Search refers to using LLMs to extract information and using search over embeddings to find the correct match. Search+Reason adds an LLM step that selects and verifies the correct match.

Proxy 2: Matching Split Accounts

As another approach to benchmarking deanonymization, we artificially split up a single account into two accounts and then test if we are able to link these split accounts back together. On Reddit, we split user histories into “before” and “after,” then test whether LLMs can link them back together. Alternatively, we split Reddit accounts by community, dividing their activity according to the subreddits they participate in. In both cases, LLM embeddings combined with reasoning significantly outperform Netflix-Prize-style baselines that match based on subreddit activity patterns and metadata. (See Section 5 for the community-split experiment and Section 6 for the temporal-split experiment.)

It Scales to Much Larger Datasets

As candidate pools grow to tens of thousands, LLM-based attacks degrade gracefully at high precision. This implies that with sufficient compute, these methods would already scale to entire platforms. With future models, we can expect that performance will improve while the cost will only go down. (See Section 4.3 and Section 6.4 for our scaling analyses.)

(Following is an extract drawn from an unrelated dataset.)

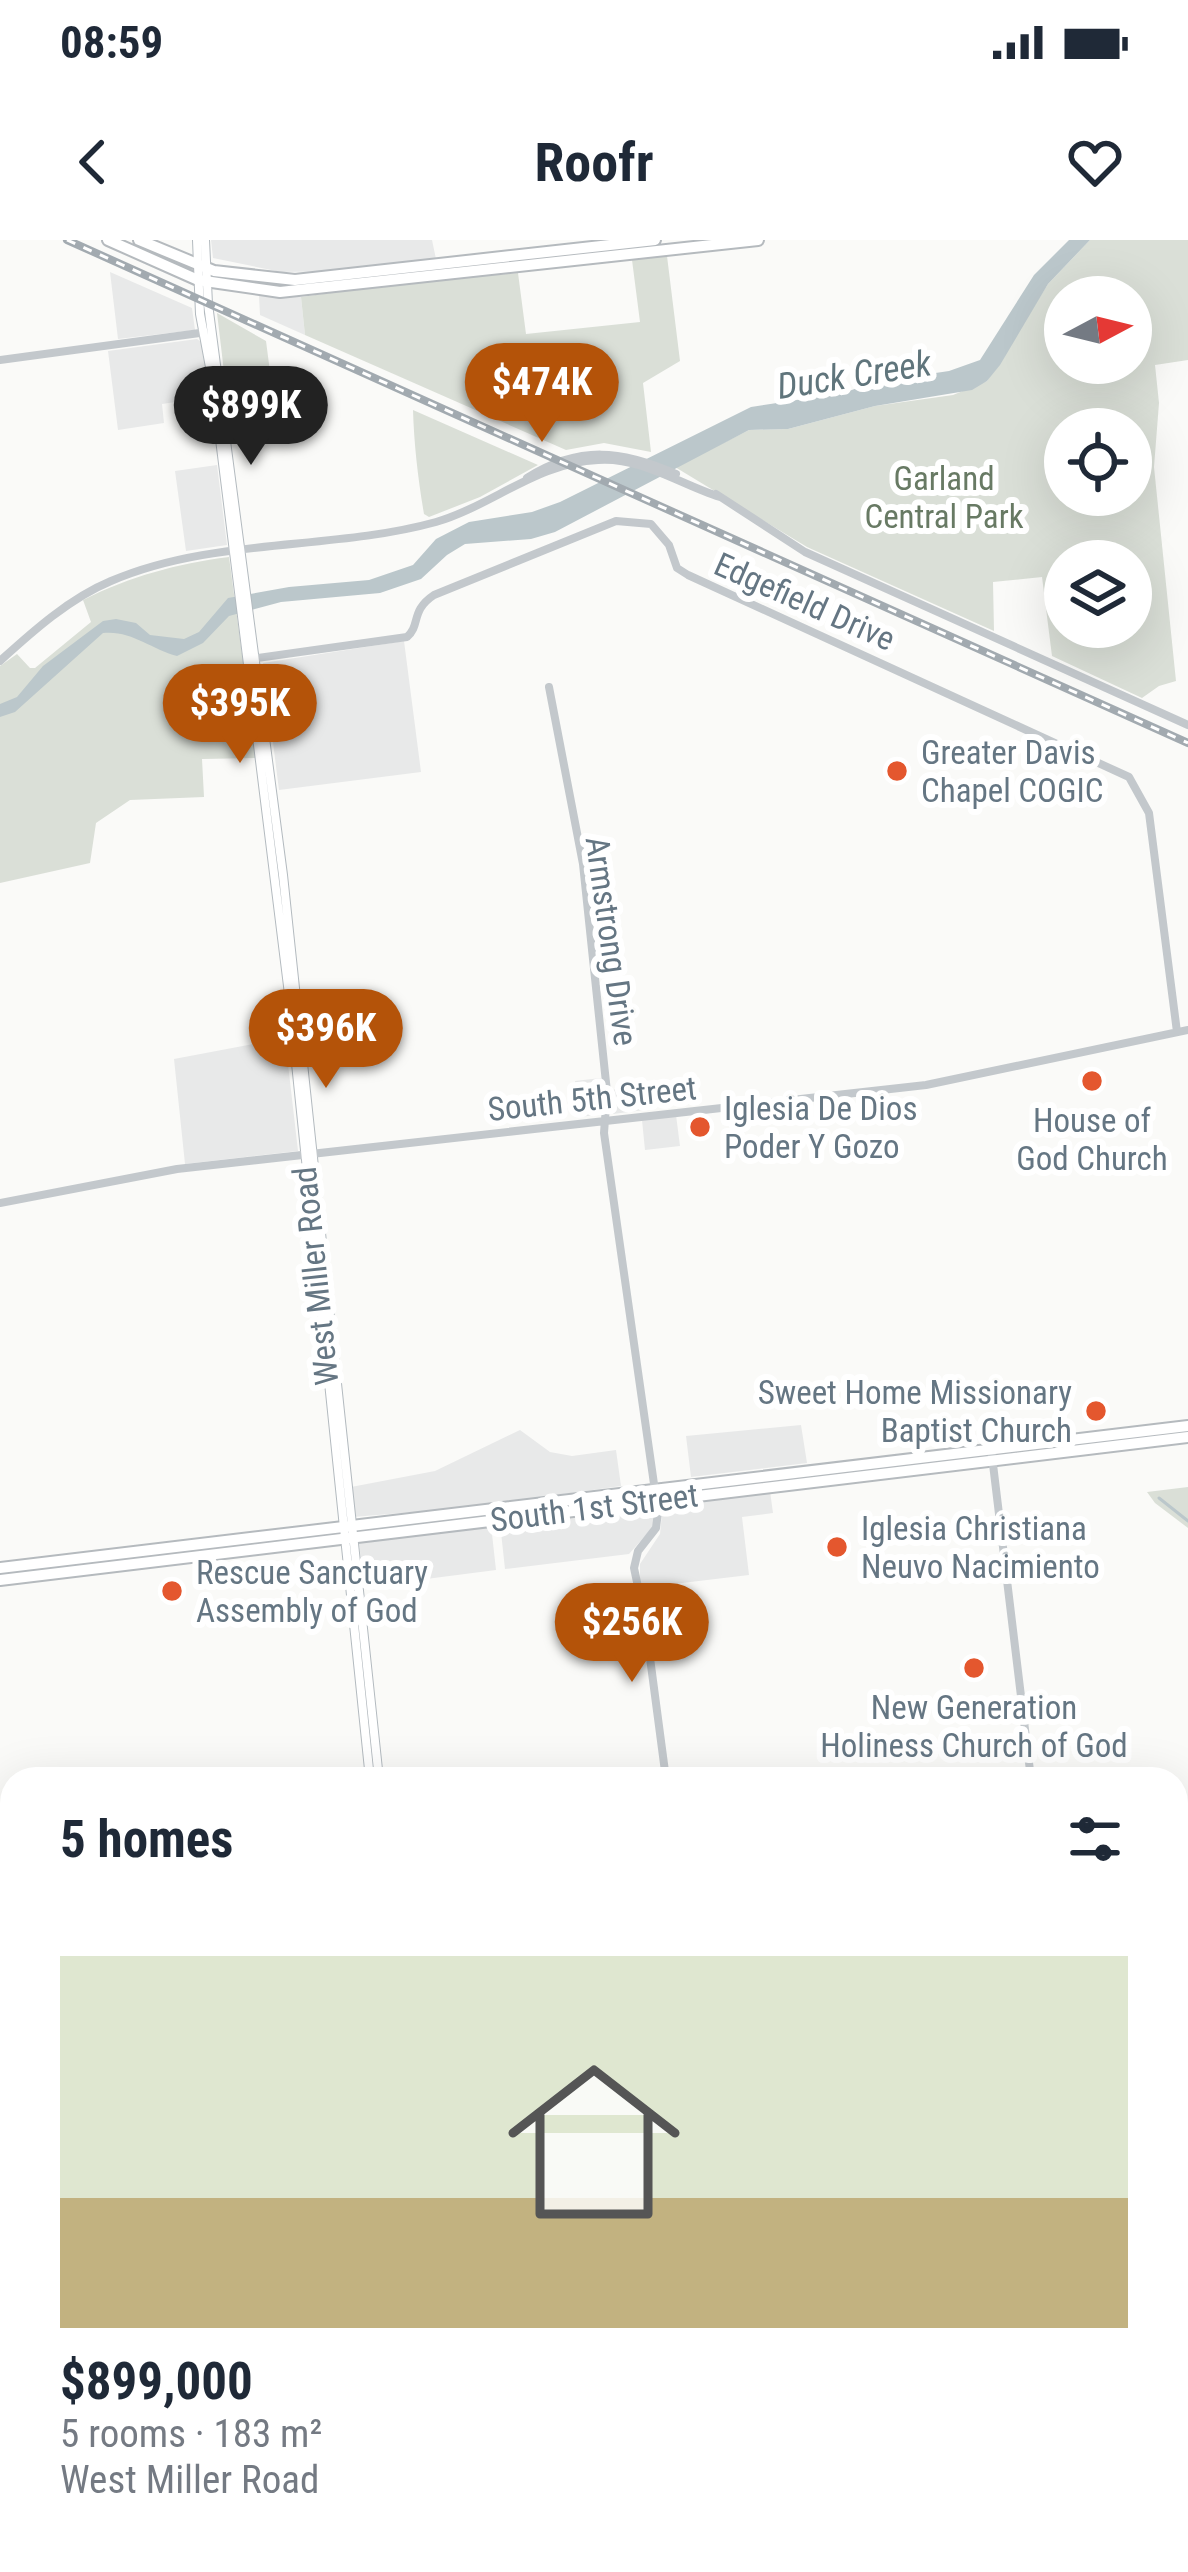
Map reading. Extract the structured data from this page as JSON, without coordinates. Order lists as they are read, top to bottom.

We scale the candidate pool size and extrapolate to 100M users. Recall@90% Precision

Identifying people in the real world

Anthropic’s Interviewer dataset contains anonymized interviews with scientists about their use of AI. Li (2026) first showed that a simple LLM agent could re-identify some of these scientists just by searching the web and reasoning over the transcripts. Our agent is able to identify 9 out of 125 individuals in the dataset, though we caveat that this number is based on manual verification, since no ground truth data exists for this task. (See Section 2 for our agentic deanonymization experiments.)

What Now?

What can platforms do? The most effective short-term mitigation is restricting data access. Enforcing rate limits on API access to user data, detecting automated scraping, and restricting bulk data exports all raise the cost of large-scale attacks. Platforms should assume that pseudonymous users can be linked across accounts and to real identities, and this should inform their data access policies.

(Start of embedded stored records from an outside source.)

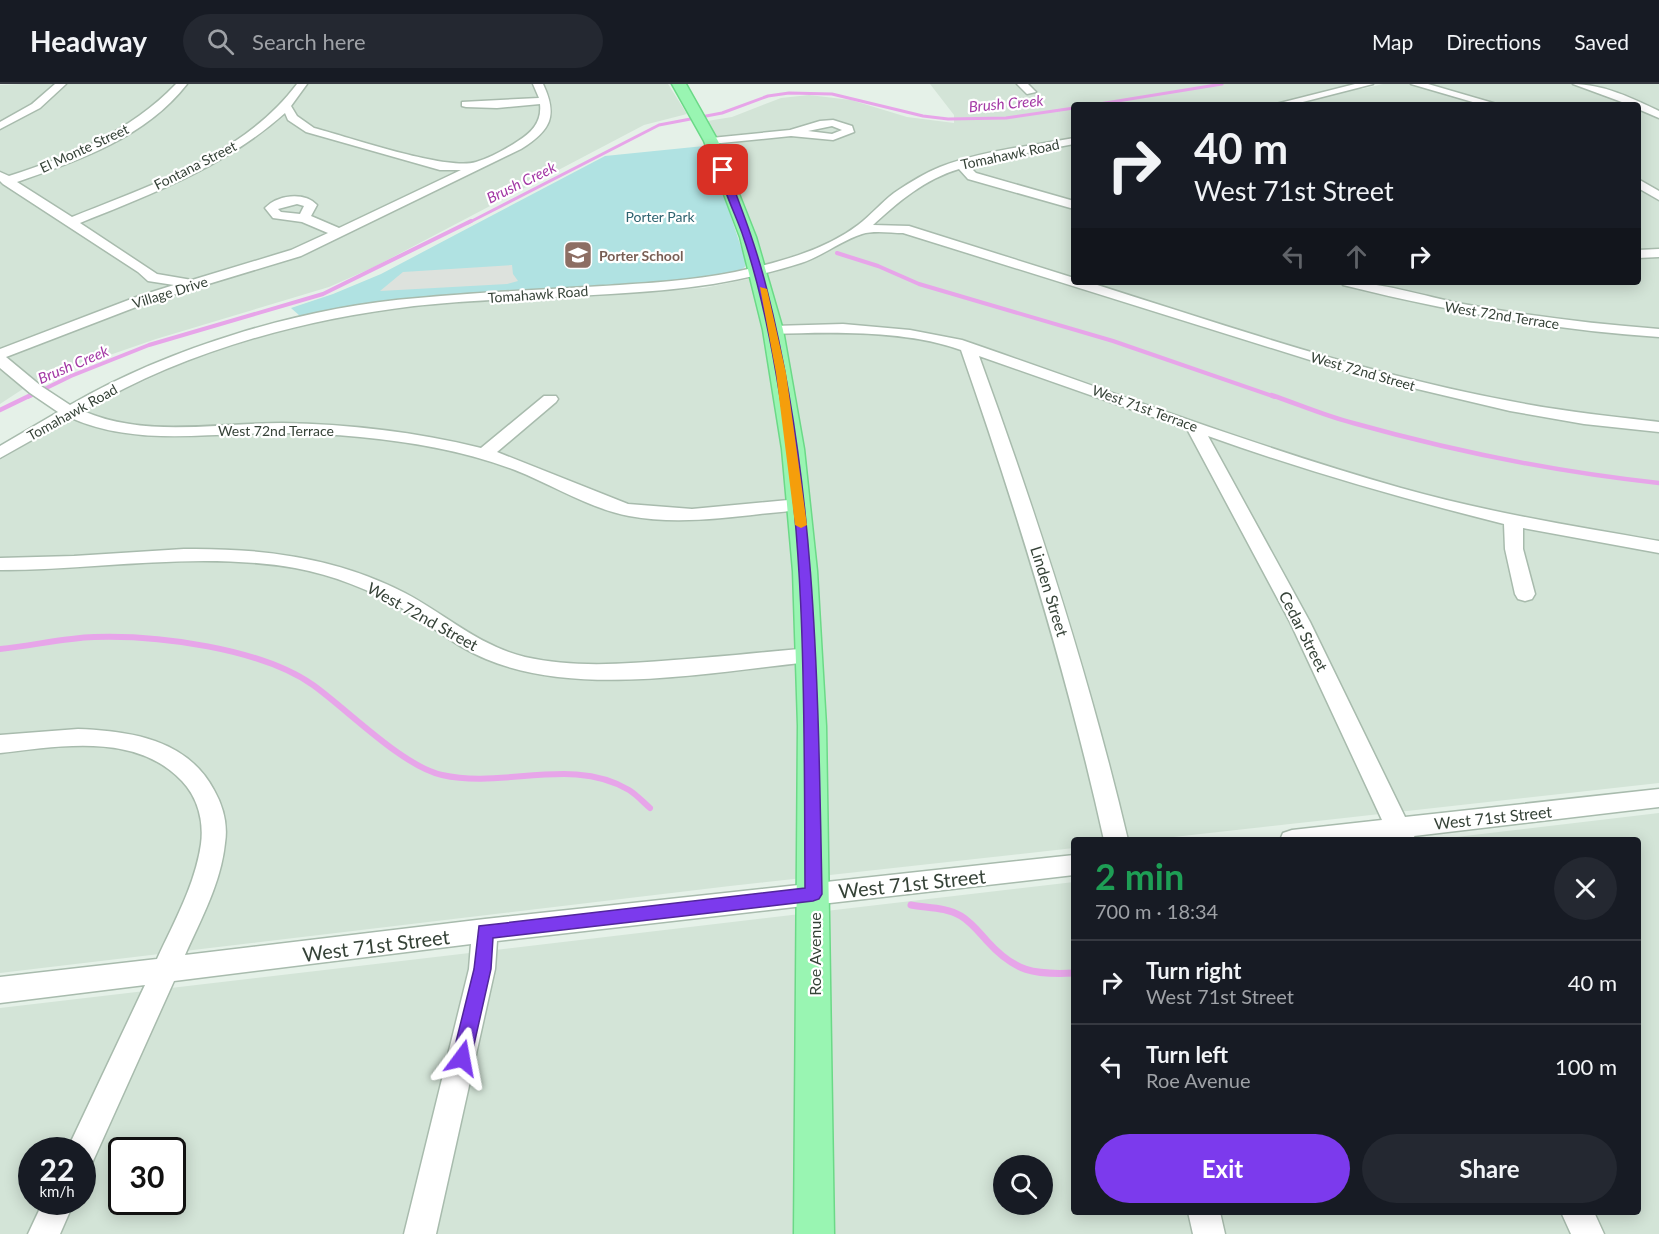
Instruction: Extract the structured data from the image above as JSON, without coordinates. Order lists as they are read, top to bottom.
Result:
{
  "streets": {
    "main road": ["Roe Avenue"],
    "street": [
      "El Monte Street",
      "Tomahawk Road",
      "Fontana Street",
      "Village Drive",
      "West 72nd Terrace",
      "West 72nd Street",
      "West 71st Terrace",
      "Linden Street",
      "Cedar Street",
      "West 71st Street"
    ]
  },
  "crossings": [
    ["Tomahawk Road", "West 72nd Terrace"],
    ["Tomahawk Road", "West 72nd Street"],
    ["Tomahawk Road", "Roe Avenue"],
    ["West 72nd Terrace", "Roe Avenue"],
    ["West 72nd Street", "Roe Avenue"],
    ["West 71st Terrace", "Linden Street"],
    ["West 71st Terrace", "Cedar Street"],
    ["West 71st Terrace", "Roe Avenue"],
    ["Cedar Street", "West 71st Street"],
    ["West 71st Street", "Roe Avenue"]
  ],
  "water": ["Brush Creek"],
  "parks": ["Porter Park"],
  "places": {
    "school or university": ["Porter School"]
  },
  "page": {
    "header": "Headway",
    "search": "Search here",
    "nav": ["Map", "Directions", "Saved"],
    "turn": ["40 m", "West 71st Street"],
    "heading": ["2 min", "700 m · 18:34"],
    "list": [
      {
        "name": "Turn right",
        "note": "West 71st Street",
        "value": "40 m"
      },
      {
        "name": "Turn left",
        "note": "Roe Avenue",
        "value": "100 m"
      }
    ],
    "buttons": ["Exit", "Share"],
    "speed": "22 km/h",
    "limit": "30"
  }
}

What can LLM providers do? Refusal guardrails and usage monitoring can help, but both have significant limitations. Our deanonymization framework splits an attack into seemingly benign tasks – summarizing profiles, computing embeddings, ranking candidates – that individually look like normal usage, making misuse hard to detect. Refusals can be bypassed through task decomposition. And none of these mitigations apply to open-source models, where safety guardrails can be removed and there is no usage monitoring at all. In some tested scenarios, LLM agents did refuse to help us but this could be avoided with small prompt changes. This mirrors inherent issues with preventing AI misuse – each step of misuse can locally be identical or very similar to valid use cases.

What should you do if you are using pseudonymous accounts online? Individuals may adopt a stronger security mindset regarding privacy. Each piece of specific information you share – your city, your job, a conference you attended, a niche hobby – narrows down who you could be. The combination is often a unique fingerprint. Ask yourself: could a team of smart investigators figure out who you are from your posts? If yes, LLM agents can likely do the same, and the cost of doing so is only going down.

Paper: Large-Scale Online Deanonymization with LLMs

Comments

[Naci Cankaya]

Oh, this is concerning. It does not take wild imagination to come up with terrible use cases for this. Great work!

[Cyberneticist]

Social media platforms have been using these techniques for behavioral tracking & targeted advertising for some time now.